Stored data
___
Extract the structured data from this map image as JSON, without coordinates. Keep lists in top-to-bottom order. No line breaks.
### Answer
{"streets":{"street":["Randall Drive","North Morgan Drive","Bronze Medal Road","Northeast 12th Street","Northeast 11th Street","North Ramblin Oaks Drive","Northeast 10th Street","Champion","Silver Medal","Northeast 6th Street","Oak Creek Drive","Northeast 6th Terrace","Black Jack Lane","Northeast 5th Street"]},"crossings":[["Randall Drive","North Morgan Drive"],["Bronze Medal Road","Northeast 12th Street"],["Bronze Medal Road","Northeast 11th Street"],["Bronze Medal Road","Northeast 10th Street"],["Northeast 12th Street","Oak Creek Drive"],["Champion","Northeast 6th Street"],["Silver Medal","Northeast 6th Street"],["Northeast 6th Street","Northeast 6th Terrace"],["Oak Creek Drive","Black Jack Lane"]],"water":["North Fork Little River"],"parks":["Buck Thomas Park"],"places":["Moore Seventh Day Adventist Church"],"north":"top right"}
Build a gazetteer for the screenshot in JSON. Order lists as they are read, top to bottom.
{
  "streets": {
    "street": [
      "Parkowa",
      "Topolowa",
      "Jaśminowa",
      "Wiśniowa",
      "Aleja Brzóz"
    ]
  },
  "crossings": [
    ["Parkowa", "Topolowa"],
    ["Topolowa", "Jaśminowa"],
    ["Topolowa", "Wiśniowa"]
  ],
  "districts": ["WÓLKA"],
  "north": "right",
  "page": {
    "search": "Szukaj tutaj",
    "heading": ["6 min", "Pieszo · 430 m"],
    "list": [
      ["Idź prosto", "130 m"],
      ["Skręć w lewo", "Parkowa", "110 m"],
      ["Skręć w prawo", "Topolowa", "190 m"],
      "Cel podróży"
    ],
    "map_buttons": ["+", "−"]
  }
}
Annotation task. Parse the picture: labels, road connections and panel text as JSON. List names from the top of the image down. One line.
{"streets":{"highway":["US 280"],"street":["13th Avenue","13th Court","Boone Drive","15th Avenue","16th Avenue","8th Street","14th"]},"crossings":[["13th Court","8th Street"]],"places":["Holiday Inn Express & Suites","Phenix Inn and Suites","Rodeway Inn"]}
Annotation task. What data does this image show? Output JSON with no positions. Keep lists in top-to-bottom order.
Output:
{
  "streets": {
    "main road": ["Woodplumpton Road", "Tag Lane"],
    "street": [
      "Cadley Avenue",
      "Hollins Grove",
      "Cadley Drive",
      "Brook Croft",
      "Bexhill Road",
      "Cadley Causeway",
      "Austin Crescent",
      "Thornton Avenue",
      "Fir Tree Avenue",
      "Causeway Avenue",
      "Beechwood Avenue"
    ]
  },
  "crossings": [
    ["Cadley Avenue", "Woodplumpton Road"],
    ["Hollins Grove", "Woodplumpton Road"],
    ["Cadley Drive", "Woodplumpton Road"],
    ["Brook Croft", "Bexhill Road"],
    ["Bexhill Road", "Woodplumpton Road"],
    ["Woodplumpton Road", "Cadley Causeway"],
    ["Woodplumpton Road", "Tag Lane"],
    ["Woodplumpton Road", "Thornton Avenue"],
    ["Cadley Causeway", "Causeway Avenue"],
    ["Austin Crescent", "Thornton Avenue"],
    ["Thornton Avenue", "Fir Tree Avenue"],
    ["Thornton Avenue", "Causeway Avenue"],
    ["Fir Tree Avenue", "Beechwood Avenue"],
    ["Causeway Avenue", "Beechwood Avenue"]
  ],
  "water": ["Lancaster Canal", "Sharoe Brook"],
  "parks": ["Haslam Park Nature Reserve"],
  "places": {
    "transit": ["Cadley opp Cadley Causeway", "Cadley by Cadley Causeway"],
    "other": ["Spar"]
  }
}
___
What is required :: Copy out each line of the data above, exactly, if it lies between the line holding "Build a gazetteer" and the line holding "Annotation task. What", inclusive; copy no other line.

Reply to the exercise ::
Build a gazetteer for the screenshot in JSON. Order lists as they are read, top to bottom.
{
  "streets": {
    "street": [
      "Parkowa",
      "Topolowa",
      "Jaśminowa",
      "Wiśniowa",
      "Aleja Brzóz"
    ]
  },
  "crossings": [
    ["Parkowa", "Topolowa"],
    ["Topolowa", "Jaśminowa"],
    ["Topolowa", "Wiśniowa"]
  ],
  "districts": ["WÓLKA"],
  "north": "right",
  "page": {
    "search": "Szukaj tutaj",
    "heading": ["6 min", "Pieszo · 430 m"],
    "list": [
      ["Idź prosto", "130 m"],
      ["Skręć w lewo", "Parkowa", "110 m"],
      ["Skręć w prawo", "Topolowa", "190 m"],
      "Cel podróży"
    ],
    "map_buttons": ["+", "−"]
  }
}
Annotation task. Parse the picture: labels, road connections and panel text as JSON. List names from the top of the image down. One line.
{"streets":{"highway":["US 280"],"street":["13th Avenue","13th Court","Boone Drive","15th Avenue","16th Avenue","8th Street","14th"]},"crossings":[["13th Court","8th Street"]],"places":["Holiday Inn Express & Suites","Phenix Inn and Suites","Rodeway Inn"]}
Annotation task. What data does this image show? Output JSON with no positions. Keep lists in top-to-bottom order.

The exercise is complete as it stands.